- _WHAT THE EXERCISE ASKS_: Look through the entries below and return all lines including the word "none".

** Opening DATASET RECORDS block **

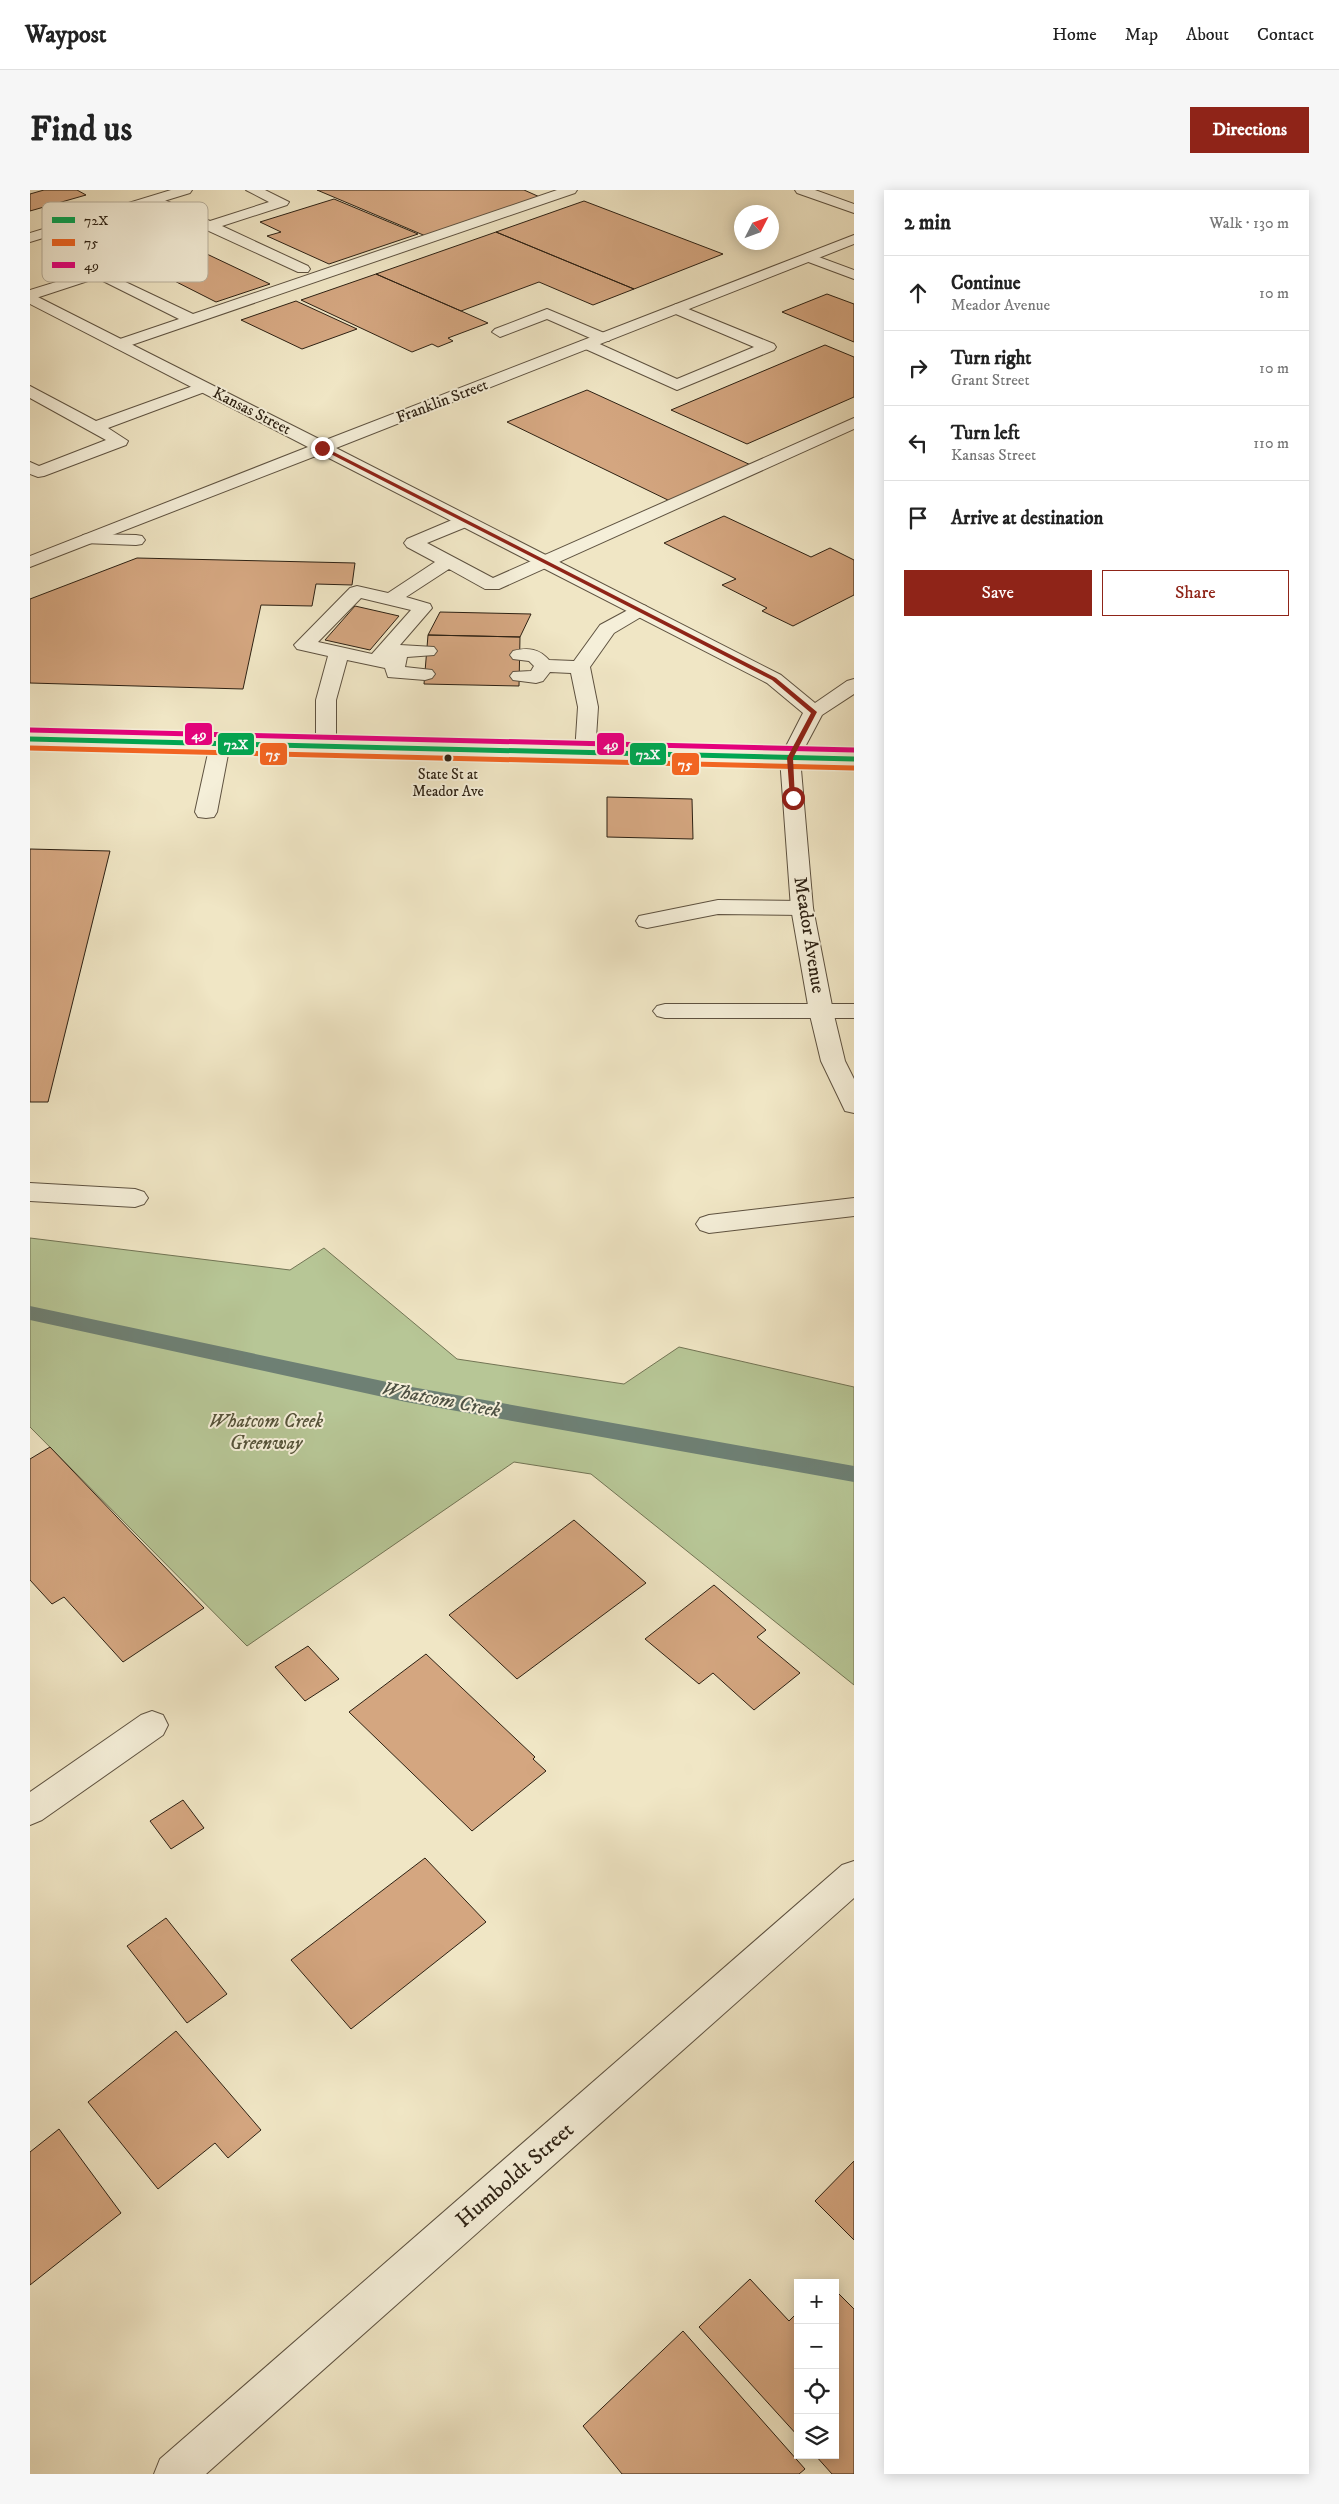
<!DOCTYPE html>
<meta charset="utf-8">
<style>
body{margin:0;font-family:"IM FELL DW Pica",serif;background:#f6f6f6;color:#222}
.controls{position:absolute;right:15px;bottom:15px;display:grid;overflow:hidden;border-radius:0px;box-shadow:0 2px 12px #0003}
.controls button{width:45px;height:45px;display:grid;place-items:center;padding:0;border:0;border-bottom:1px solid #e0e0e0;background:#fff;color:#222;font:25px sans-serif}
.compass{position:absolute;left:704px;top:15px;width:45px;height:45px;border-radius:50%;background:#fff;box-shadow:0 2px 12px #0003;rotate:48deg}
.stop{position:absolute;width:15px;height:15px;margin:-11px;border:4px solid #8f2418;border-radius:50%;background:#fff}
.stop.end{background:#8f2418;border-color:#fff;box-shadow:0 1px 5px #0008}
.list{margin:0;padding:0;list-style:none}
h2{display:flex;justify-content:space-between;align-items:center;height:65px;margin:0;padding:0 20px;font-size:21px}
h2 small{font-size:16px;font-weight:400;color:#767676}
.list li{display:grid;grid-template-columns:32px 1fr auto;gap:15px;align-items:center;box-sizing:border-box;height:75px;padding:0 20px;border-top:1px solid #e0e0e0}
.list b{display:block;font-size:19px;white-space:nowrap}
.list p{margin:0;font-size:16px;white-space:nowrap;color:#767676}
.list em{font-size:16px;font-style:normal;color:#767676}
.actions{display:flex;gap:10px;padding:15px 20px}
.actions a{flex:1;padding:11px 0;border:1px solid #8f2418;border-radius:0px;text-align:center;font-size:18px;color:#8f2418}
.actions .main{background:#8f2418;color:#fff}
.icon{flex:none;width:28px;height:28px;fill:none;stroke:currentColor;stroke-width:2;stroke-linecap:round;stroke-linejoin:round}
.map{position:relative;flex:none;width:824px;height:2284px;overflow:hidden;border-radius:0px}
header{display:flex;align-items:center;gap:30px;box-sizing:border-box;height:70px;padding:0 25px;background:#fff;border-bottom:1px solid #e0e0e0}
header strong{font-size:24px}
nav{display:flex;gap:28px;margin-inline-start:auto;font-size:18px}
.intro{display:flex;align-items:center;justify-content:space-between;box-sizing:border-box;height:120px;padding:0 30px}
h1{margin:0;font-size:35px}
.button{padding:12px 22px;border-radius:0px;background:#8f2418;color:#fff;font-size:18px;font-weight:700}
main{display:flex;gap:30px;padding:0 30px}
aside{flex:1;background:#fff;border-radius:0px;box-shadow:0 2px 12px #0003}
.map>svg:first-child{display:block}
.green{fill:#b7c696;stroke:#727454}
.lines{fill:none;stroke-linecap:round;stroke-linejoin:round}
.stream{fill:#6e8074;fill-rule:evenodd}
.building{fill:#d4a680;stroke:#2d2113}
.service-casing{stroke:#5e5240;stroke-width:2}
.minor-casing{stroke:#5e5240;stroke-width:2}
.tertiary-casing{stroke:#5e5240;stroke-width:2}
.secondary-casing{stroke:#2d2113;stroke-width:2}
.service{fill:#f5efd9;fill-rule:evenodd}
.minor{fill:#f5efd9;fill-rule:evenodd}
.tertiary{fill:#f5efd9;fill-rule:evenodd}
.secondary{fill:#f5efd9;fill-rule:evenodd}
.bus-1-casing{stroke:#f5efd9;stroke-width:8}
.bus-2-casing{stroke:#f5efd9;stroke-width:8}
.bus-3-casing{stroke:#f5efd9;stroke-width:8}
.bus-1{stroke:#00a651;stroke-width:5}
.bus-2{stroke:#f26522;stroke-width:5}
.bus-3{stroke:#e5007d;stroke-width:5}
.route{fill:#8f2418}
.bus-dot{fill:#2d2113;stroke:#f5efd9;stroke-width:2}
.labels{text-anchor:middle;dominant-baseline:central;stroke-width:4;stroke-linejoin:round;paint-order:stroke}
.far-bus-label{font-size:15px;fill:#2d2113;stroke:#f5efd9}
.far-street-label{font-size:16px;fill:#2d2113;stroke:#f5efd9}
.street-label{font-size:19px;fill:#2d2113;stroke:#f5efd9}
.park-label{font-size:19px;font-style:italic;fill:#56533a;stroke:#f5efd9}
.water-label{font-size:20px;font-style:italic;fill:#4e5143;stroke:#f5efd9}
.near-street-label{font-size:22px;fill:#2d2113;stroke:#f5efd9}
.key{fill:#f5efd9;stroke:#b9b19e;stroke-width:1}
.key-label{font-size:14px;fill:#2d2113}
.line-badge{stroke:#f5efd9;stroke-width:2}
.badge-label{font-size:14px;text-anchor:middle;font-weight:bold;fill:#fff}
</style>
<header>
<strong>Waypost</strong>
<nav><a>Home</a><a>Map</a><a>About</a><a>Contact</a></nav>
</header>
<div class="intro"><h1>Find us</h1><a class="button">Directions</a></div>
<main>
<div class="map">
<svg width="824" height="2284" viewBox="0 0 824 2284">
<rect width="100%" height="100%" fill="#f0e6c5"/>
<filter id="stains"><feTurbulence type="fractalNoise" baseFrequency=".004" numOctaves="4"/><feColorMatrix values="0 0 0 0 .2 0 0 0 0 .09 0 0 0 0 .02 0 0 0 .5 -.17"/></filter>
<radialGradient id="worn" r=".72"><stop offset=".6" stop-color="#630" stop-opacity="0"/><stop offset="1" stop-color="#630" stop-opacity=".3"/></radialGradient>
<path class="green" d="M0,1048L260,1080L294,1058L427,1169L594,1194L649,1157L824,1197V1495L561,1284L484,1272L217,1456L0,1237Z"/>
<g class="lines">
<path class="stream" d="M0,1116L376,1196L824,1276V1292L376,1212L0,1130Z"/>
</g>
<path class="building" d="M14,0H47L56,5L0,21V4Z
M287,0H494L512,8L398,47Z
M304,9L388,44L299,74L237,46L251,42L230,32Z
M554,11L693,64L604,99L466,42Z
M466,42L604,99L563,115L509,92L431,121L346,84Z
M160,56L240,94L186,112L107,72Z
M346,84L431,121L458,133L418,148L423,151L408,157L402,154L382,162L271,110Z
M797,104L824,114V152L752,122Z
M266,111L327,139L272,159L211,130Z
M795,155L824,167V207L717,254L641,220Z
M557,200L723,276L642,312L477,232Z
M694,326L781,367L800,358L824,370V405L763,436L732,421L737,418L692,395L706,389L634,353Z
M107,368L325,373L322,395L286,394L282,416L231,415L213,499L0,493V409Z
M325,416L369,426L340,460L295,450Z
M410,422L501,424L490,447L398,445Z
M398,445L490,447L489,496L394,494Z
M577,607L662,609L663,649L577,647Z
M0,659L80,661L18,912H0Z
M20,1257L174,1418L93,1472L34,1407L22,1414L0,1390V1269Z
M544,1330L616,1393L487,1489L419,1425Z
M684,1395L736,1440L727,1447L770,1483L724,1520L683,1483L669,1494L615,1449Z
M278,1456L309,1489L275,1511L245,1477Z
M396,1464L505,1567L503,1569L516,1581L442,1641L319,1522Z
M153,1610L174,1638L141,1659L120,1631Z
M395,1668L456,1732L321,1839L261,1770Z
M136,1728L197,1804L157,1833L97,1756Z
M146,1841L231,1940L198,1968L185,1953L128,1999L58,1912Z
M29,1939L91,2023L0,2095V1962Z
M824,1971V2050L785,2011Z
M720,2089L759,2131L768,2122V2246L669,2137Z
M805,2100L824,2119V2284H802L785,2265H805Z
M653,2141L775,2279L769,2284H592L553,2236Z"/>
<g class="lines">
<g class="service-casing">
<path id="service" d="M216,0H235L259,12L257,15L192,36L278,76L280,79L278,82H268L118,13L116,10L123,6L128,7L180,31L239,12Z
M527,0H547L545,3L90,159L84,157L82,154L84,151L149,129L67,88L0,110V100L68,79L163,124Z
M778,63L824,80V89L773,70L771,67Z
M646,114L744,154L746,157L744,160L647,200L551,157L549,154L551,151H563L647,189L724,157L641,122L638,119Z
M517,119L579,145L581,148L579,151H567L517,129L470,147L462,142L465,139Z
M174,192L182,197L180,200L78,238L98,251L96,255L14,286L8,287L0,284V272L9,276L76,250L0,208V196L66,231Z
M824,228V239L469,399H455L419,379L376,407L400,414L402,418L370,455L404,457L407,461L404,465L377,467L375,477L402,480L405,484L402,488L395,490L358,487L355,478L317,470L306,510V556L303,560L296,562L289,560L286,556V510L298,466L267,459L264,455L320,398L327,396L358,403L405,372L377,357L374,353L377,349L429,327H441L444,331L441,335L397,353L463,388ZM331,408L381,420L342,464L288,452Z
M59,344L106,345L112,346L115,350L112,354L106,355L53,353L50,349L53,345Z
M609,414L616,416L618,420L616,424L584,443L560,477L568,517L565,563L562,567L555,569L548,567L545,563L548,517L541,483L520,482L513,491L506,493L483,490L480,486L483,482L501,481L504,476L499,471L483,469L480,465L483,461C499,457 509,459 519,470L544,471L570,435Z
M190,548L197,550L200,554L187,622L184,627L176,628L168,627L165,622L180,554L183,550Z
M688,710L772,711L780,713L783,718L780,723L772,725L688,724L617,738L609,736L606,731L609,726Z
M635,814H824V828H635L627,826L623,821L627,816Z
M0,993L105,999L114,1002L118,1008L114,1014L105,1017L0,1011Z
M824,1008V1026L679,1043L670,1040L666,1034L670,1028L679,1025Z
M122,1521L133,1525L138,1535L133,1545L12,1630L0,1635V1602L111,1525Z"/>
</g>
<g class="minor-casing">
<path id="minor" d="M141,0H162L160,3L0,52V43Z
M824,45V54L306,258L751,485L785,513L817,491L824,489V504L792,525L767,572L760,574L753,572L750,568L773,523L737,493L291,264L0,377V366L278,257L0,114V103L293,251Z
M824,1671V1708L176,2284H124L130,2269L812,1675Z"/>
</g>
<g class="tertiary-casing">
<path id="tertiary" d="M765,0H785L824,14V23L767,3Z
M760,562L767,564L770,568L783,718L803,821L815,871L824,889V923L815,921L791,871L779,821L761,718L750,568L753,564Z"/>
</g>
<g class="secondary-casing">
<path id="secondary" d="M0,543L824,563V575L0,555Z"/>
</g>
<use href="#service" class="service"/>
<use href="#minor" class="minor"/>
<use href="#tertiary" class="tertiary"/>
<use href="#secondary" class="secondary"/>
<g class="bus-1-casing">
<path id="bus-1" d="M0,549L824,569"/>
</g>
<g class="bus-2-casing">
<path id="bus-2" d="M0,558L824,578"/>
</g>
<g class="bus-3-casing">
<path id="bus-3" d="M0,540L824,560"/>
</g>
<use href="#bus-1" class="bus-1"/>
<use href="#bus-2" class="bus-2"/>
<use href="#bus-3" class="bus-3"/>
</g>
<path class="route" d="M294,257L746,488L787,522L763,568L765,609L760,608L757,568L781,523L742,490L289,258Z"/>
<circle class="bus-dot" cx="418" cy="568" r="4.5"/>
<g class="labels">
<g class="far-bus-label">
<text x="418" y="584">State St at<tspan x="418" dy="17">Meador Ave</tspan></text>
</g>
<g class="far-street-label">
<text transform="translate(412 211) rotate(-21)">Franklin Street</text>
<text transform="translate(222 221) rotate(27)">Kansas Street</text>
</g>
<g class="street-label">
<text transform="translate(779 745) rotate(81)">Meador Avenue</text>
</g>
<g class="park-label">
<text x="236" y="1231">Whatcom Creek<tspan x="236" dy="22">Greenway</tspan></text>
</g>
<g class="water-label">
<text transform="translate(411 1210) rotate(11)">Whatcom Creek</text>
</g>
<g class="near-street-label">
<text transform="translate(485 1985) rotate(-41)">Humboldt Street</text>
</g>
</g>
<rect x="12" y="12" width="166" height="80" rx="8" class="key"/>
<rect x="22" y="27" width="23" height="6" fill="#00a651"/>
<rect x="22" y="49" width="23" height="7" fill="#f26522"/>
<rect x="22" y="72" width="23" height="6" fill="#e5007d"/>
<g class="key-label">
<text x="54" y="35">72X</text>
<text x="54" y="57">75</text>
<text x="54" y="80">49</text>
</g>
<g class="line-badge">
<rect x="154" y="532" width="29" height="24" rx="5" fill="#e5007d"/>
<rect x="187" y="542" width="38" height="24" rx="5" fill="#00a651"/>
<rect x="566" y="542" width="29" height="24" rx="5" fill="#e5007d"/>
<rect x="229" y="552" width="29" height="24" rx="5" fill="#f26522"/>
<rect x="599" y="552" width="38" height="24" rx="5" fill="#00a651"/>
<rect x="641" y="562" width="29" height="24" rx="5" fill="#f26522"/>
</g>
<g class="badge-label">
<text x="169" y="549">49</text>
<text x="206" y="559">72X</text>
<text x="581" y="559">49</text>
<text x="243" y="569">75</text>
<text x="618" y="569">72X</text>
<text x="655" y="579">75</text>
</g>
<rect width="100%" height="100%" filter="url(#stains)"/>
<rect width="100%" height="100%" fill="url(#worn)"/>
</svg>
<div class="controls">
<button>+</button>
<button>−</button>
<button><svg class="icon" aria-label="locate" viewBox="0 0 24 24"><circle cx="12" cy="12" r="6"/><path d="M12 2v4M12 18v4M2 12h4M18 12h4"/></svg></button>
<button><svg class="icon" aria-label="layers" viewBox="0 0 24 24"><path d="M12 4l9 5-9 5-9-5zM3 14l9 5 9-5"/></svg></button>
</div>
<svg class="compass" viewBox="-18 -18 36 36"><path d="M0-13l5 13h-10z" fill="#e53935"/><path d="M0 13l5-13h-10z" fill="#767676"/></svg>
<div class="stop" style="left:763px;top:608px"></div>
<div class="stop end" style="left:292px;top:258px"></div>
</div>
<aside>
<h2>2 min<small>Walk · 130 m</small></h2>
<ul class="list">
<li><svg class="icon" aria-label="ahead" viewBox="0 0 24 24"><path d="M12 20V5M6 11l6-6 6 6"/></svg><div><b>Continue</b><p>Meador Avenue</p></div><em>10 m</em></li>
<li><svg class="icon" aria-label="right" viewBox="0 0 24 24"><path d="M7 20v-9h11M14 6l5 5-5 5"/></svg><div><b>Turn right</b><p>Grant Street</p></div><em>10 m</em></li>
<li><svg class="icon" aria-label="left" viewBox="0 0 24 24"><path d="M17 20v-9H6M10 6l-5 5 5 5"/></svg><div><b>Turn left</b><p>Kansas Street</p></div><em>110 m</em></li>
<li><svg class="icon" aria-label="arrive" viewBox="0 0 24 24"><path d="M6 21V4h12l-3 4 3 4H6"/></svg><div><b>Arrive at destination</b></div></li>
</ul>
<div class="actions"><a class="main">Save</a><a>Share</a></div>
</aside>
</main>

** Closing DATASET RECORDS block **

- _WRITTEN ANSWER_:
.list{margin:0;padding:0;list-style:none}
.icon{flex:none;width:28px;height:28px;fill:none;stroke:currentColor;stroke-width:2;stroke-linecap:round;stroke-linejoin:round}
.map{position:relative;flex:none;width:824px;height:2284px;overflow:hidden;border-radius:0px}
.lines{fill:none;stroke-linecap:round;stroke-linejoin:round}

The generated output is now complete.